What you will do ▸ Look below for the line that has "Input: one rendered". Set down the lines from there through the line that has "Quick job: Describe", exactly as written.

Saved entries ▸
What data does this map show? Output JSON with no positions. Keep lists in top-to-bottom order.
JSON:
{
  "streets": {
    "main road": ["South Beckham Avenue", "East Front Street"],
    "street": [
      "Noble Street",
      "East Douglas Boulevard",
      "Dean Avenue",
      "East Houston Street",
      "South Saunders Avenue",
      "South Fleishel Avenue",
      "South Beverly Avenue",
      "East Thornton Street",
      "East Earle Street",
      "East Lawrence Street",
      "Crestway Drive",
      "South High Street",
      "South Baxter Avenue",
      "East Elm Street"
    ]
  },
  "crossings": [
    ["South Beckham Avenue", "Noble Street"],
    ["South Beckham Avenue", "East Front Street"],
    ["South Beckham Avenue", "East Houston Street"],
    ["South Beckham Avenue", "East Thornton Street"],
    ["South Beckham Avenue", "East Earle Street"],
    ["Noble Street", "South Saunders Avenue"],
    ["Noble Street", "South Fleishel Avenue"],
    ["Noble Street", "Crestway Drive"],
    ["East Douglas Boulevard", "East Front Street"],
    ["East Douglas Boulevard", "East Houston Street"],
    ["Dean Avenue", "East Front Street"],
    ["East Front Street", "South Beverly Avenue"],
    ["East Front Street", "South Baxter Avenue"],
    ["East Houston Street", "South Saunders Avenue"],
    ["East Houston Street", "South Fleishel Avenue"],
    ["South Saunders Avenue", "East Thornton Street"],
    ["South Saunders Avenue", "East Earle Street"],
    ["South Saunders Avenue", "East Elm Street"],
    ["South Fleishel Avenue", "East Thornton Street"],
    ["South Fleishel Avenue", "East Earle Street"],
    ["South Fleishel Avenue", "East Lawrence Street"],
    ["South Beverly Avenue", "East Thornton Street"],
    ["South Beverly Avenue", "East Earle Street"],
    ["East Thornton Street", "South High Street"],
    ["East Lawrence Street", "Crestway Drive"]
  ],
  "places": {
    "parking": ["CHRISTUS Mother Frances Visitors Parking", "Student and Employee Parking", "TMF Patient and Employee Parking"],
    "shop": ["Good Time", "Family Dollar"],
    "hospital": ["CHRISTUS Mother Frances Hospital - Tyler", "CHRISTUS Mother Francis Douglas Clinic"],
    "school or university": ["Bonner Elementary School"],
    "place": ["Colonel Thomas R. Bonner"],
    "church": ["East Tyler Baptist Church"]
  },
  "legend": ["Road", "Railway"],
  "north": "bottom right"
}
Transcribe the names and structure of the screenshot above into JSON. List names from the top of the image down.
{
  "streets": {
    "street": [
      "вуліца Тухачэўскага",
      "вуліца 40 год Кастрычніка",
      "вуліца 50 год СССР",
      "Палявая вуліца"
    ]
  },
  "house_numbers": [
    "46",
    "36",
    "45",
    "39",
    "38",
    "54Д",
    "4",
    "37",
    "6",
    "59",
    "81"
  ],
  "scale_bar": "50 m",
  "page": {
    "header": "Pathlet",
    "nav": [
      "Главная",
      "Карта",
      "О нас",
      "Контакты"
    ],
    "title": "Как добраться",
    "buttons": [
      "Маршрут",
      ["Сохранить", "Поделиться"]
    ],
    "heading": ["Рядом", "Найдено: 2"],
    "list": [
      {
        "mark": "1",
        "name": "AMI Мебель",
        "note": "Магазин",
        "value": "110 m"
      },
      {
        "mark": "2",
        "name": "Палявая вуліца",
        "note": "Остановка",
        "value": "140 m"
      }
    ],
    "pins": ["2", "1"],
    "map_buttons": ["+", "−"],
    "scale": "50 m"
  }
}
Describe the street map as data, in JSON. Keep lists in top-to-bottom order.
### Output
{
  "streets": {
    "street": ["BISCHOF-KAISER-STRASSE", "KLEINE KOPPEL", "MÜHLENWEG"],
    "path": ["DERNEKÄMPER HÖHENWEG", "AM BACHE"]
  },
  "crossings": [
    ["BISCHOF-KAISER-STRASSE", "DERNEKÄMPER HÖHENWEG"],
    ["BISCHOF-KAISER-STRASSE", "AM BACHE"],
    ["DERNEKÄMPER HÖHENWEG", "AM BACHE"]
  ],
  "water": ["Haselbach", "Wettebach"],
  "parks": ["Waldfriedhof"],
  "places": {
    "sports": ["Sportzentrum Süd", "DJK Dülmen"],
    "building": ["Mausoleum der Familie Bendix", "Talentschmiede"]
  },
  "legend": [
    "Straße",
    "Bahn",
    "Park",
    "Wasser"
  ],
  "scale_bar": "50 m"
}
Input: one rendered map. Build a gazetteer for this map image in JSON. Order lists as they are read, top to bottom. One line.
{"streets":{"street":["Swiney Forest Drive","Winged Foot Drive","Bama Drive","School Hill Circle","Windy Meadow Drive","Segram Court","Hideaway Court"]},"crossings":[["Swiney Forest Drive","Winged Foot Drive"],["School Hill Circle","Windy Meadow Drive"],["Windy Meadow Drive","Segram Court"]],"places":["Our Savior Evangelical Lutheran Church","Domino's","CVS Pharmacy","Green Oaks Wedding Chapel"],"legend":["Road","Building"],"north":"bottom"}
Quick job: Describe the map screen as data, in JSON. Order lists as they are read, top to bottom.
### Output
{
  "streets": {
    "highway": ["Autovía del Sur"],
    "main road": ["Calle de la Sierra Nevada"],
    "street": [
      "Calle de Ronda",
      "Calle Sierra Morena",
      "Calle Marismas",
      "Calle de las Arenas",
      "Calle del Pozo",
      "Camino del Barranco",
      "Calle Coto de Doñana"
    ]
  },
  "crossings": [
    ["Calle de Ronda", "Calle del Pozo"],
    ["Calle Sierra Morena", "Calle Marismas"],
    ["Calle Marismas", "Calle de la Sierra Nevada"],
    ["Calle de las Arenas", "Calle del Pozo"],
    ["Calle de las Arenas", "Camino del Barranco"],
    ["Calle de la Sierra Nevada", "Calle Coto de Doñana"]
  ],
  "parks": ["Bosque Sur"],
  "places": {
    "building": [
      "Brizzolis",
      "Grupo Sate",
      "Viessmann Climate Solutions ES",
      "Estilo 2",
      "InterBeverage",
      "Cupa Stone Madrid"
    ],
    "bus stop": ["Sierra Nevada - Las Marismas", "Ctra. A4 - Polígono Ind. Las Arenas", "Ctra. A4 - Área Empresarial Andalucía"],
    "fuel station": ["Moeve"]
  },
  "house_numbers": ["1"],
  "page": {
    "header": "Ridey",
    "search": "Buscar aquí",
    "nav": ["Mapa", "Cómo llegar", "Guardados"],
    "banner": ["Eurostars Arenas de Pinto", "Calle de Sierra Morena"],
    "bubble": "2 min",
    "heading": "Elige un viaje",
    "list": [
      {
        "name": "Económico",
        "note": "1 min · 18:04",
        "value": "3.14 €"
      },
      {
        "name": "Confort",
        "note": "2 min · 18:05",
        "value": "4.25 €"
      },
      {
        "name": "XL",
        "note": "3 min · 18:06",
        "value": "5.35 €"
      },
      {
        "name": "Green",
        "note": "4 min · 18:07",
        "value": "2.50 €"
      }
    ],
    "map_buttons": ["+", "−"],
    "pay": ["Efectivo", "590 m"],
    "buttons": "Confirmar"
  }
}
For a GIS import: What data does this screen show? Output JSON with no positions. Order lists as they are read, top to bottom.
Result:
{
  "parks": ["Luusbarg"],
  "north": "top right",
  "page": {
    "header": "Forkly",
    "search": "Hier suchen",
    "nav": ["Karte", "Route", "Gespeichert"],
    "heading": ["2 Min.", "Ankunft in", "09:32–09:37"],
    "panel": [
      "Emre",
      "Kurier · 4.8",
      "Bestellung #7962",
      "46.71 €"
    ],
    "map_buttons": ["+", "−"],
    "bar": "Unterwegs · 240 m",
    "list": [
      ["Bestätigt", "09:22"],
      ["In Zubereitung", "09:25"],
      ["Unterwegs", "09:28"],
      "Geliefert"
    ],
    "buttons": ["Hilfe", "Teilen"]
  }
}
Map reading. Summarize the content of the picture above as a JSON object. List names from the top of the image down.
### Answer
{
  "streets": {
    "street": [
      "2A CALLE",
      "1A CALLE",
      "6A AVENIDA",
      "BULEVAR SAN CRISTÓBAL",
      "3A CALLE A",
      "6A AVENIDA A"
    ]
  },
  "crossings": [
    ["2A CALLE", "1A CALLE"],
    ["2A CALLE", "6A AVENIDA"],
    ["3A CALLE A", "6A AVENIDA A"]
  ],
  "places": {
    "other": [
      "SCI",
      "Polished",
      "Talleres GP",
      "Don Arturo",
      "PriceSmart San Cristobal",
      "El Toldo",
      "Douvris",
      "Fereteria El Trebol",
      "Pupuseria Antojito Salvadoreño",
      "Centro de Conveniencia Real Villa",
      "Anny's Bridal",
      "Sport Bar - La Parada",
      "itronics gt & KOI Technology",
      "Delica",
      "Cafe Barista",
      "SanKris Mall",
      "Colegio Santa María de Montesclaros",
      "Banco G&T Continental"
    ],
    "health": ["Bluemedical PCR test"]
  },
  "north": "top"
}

Written solution ▸
Input: one rendered map. Build a gazetteer for this map image in JSON. Order lists as they are read, top to bottom. One line.
{"streets":{"street":["Swiney Forest Drive","Winged Foot Drive","Bama Drive","School Hill Circle","Windy Meadow Drive","Segram Court","Hideaway Court"]},"crossings":[["Swiney Forest Drive","Winged Foot Drive"],["School Hill Circle","Windy Meadow Drive"],["Windy Meadow Drive","Segram Court"]],"places":["Our Savior Evangelical Lutheran Church","Domino's","CVS Pharmacy","Green Oaks Wedding Chapel"],"legend":["Road","Building"],"north":"bottom"}
Quick job: Describe the map screen as data, in JSON. Order lists as they are read, top to bottom.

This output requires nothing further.